Só que, depois de cuidar do gibi titular do Grande S, Bendis acabou recebendo uma nova missão e caiu em suas mãos Event Leviathan, uma evento daqueles que prometem “ter severas implicações para o Universo DC”. Deixando de lado os exageros clássicos, o gibi de mesmo nome, cujo primeiro número sai em Junho, com o traço do parça de Bendis, Alex Maleev, vai extrapolar uma trama que o roteirista vinha pincelando aos poucos em Action Comics, dando umas pistas lá e outras acolá.

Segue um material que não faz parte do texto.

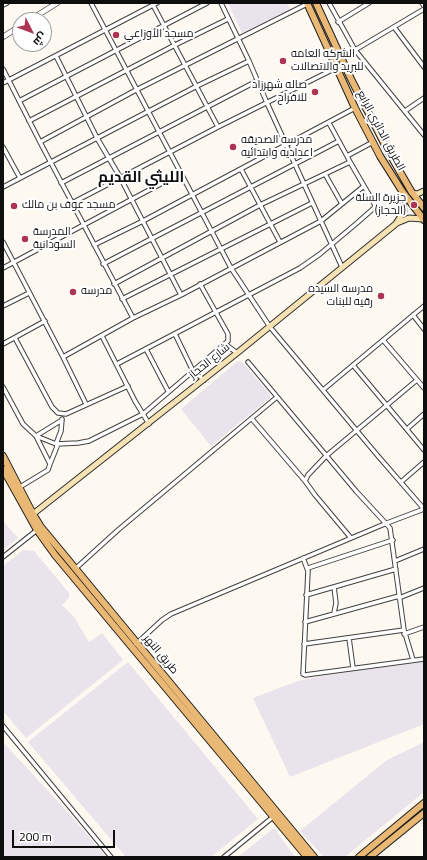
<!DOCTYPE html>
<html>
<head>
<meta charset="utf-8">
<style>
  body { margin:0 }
  #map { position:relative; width:427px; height:860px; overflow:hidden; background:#fdf8f0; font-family:Georgia,Cairo,serif }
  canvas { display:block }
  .frame { position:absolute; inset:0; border:4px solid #0e0e0e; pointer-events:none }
  .north { position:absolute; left:12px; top:12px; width:40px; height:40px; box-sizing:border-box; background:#fff; border:1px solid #9f9f9f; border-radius:50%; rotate:132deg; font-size:11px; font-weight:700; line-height:16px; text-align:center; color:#0e0e0e }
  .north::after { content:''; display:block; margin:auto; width:14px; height:18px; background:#ae3551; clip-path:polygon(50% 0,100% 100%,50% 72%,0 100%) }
  .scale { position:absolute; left:12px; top:830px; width:103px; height:18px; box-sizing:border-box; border:2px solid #0e0e0e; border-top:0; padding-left:5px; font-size:12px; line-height:14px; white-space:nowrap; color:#0e0e0e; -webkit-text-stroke:3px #fff; paint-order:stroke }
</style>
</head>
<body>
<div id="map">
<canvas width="427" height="860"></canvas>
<div class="frame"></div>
<div class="north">ش</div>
<div class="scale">200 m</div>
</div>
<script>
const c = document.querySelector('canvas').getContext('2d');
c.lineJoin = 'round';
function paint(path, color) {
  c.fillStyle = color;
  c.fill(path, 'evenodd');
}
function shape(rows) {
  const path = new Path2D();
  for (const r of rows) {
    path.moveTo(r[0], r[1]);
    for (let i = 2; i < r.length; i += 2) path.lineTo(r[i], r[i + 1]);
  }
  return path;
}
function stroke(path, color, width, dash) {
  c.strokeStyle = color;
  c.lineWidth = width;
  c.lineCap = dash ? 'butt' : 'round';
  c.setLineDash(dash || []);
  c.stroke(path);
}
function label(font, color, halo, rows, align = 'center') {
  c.font = font + ' Georgia,Cairo,serif';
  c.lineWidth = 4;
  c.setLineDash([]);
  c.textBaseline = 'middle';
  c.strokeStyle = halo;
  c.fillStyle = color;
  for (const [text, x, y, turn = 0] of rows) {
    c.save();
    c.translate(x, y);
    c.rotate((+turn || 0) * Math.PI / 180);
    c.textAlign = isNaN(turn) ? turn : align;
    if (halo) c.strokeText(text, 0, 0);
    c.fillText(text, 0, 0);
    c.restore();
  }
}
paint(shape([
  [228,3,287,3,290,9,242,33],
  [238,361,242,362,270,394,270,398,211,446,181,409],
  [3,521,18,538,3,550],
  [23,550,34,551,69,593,69,598,62,605,74,617,89,642,102,633,123,660,26,738,3,711,3,566],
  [128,662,258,819,211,857,126,857,28,742],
  [424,662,424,724,290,777,253,698,298,681,327,675],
  [3,742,73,818,106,857,3,857],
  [424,742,424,792,345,857,324,857,300,831,387,760],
  [274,828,295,857,238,857]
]), '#e9e3eb');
const minor = shape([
  [91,3,231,268,270,327,378,456,424,509],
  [221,3,249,61,267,103,342,267],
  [329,3,355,50,424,135],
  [422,3,424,6],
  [3,5,7,3],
  [153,5,218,127],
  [338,22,369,3],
  [394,27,424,67],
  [355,50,424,9],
  [56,56,97,138,120,177,181,295],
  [3,69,40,142,136,90,307,4],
  [3,83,157,3],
  [19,101,207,3],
  [405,111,424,98],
  [29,121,175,45,228,19],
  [329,123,347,156],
  [40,142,133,318],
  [3,147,20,178],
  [241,169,280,242],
  [325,174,342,204],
  [61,183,257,81],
  [3,187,197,86,249,61],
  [72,203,218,127,344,64],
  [3,242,63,357,86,404],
  [94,245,143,221,355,108],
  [103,264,339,141],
  [3,268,181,173],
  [114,284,260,205,350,162,347,156,373,142],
  [122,299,312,203],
  [3,306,29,293],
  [413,315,424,329],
  [175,334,193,371,204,380],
  [102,336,135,401,149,424],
  [15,338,52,407,58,413,66,414,128,386],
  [383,340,424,388],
  [3,344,45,321],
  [225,344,237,353],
  [146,349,168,391],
  [63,357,133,318,181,295,321,221,364,186],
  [248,362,356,491,390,528,404,630,413,660],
  [117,364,300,268,320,254,357,223,374,208,375,205,350,162],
  [353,365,424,450],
  [3,387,23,424,36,436,56,444,78,443,89,441,143,414,228,341,228,334,200,284],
  [323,390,424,306],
  [252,419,305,481],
  [407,429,424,414],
  [56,444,61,431,62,419],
  [50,464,58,444],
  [401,482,424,462],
  [20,487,48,470,50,464,36,436,62,420],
  [351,538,315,495,305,481,308,475,326,456,417,380],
  [3,557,37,530],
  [303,558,308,571,303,674,305,675,424,659],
  [395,561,424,549],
  [308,568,393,540],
  [75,569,118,530,277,397],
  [334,587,336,603,334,613],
  [306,595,396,569],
  [399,598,424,588],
  [305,622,399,596],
  [404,634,424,627],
  [349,638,353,668],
  [136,644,162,620,171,614,387,523,424,509],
  [304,644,404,630],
  [3,726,111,857],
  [224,857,273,817]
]);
const tertiary = shape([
  [30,20,57,3],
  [3,37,20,26]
]);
const secondary = shape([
  [412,193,417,194,424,191],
  [397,222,404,211,402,192],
  [33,514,237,353,397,223,409,218,423,219]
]);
const primary = shape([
  [307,3,355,108,380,156,402,191,424,220],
  [316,3,351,79,388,151,411,191,424,208],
  [3,456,33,514,41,527,314,857],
  [3,469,37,530,55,555,307,857],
  [359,857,424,803],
  [370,857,424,813]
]);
stroke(minor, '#414141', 5.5);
stroke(tertiary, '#414141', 6);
stroke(secondary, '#303030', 7);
stroke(primary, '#1f1f1f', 8);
stroke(minor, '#fff', 3.5);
stroke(tertiary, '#fff', 4.5);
stroke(secondary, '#f6e2b2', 5);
stroke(primary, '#e9b874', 6);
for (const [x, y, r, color] of [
  [116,35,4,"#ae3551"],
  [283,61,4,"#ae3551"],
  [315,92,4,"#ae3551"],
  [233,147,4,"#ae3551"],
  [414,205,4,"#ae3551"],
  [14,206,4,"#ae3551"],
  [25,239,4,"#ae3551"],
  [73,292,4,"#ae3551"],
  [381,296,4,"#ae3551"]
]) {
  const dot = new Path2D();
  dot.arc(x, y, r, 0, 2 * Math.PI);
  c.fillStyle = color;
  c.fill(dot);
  stroke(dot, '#fff', 1.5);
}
label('11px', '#0e0e0e', '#fff', [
  ["مسجد الأوزاعي",124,35],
  ["الشركه العامه",291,55],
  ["للبريد والاتصالات",291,68],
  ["صاله شهرزاد",307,86,"right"],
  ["للافراح",307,99,"right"],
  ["مدرسه الصديقه",241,141],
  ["اعداديه وابتدائيه",241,154],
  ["جزيرة السلة",406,199,"right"],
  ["(الحجاز)",406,212,"right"],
  ["مسجد عوف بن مالك",22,206],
  ["المدرسة",33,233],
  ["السودانية",33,246],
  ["مدرسه السيده",373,290,"right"],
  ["رقيه للبنات",373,303,"right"],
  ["مدرسه",81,292]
], 'left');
label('11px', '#0e0e0e', '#fff', [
  ["الطريق الدائري الرابع",380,131,62],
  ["شارع الحجاز",210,362,-39],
  ["طريق النهر",160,655,50]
]);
label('bold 15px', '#0e0e0e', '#fff', [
  ["الليثي القديم",141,179]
]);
</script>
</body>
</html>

Pra quem não tá lá muito habituado com o mundo dos gibis ou não ligou lé com cré, o Leviathan é uma organização criminosa que o roteirista Grant Morrison criou durante sua passagem pelo gibi do Batman, culminando na chamada Corporação Batman, a tentativa de Bruce Wayne para internacionalizar o trabalho de combate ao crime do Morcegão. O Leviathan era liderado por ninguém menos do que Talia Al Ghul, filha de Ra’s Al Ghul, um dos amores da vida de Bruce e mãe de seu filho, o atual Robin, Damian Wayne. Mas, no final da jornada, ela acaba morrendo. Já sob a custódia de Bendis, o Leviathan ressurgiu recentemente, comandado por uma misteriosa mulher chamada Leone.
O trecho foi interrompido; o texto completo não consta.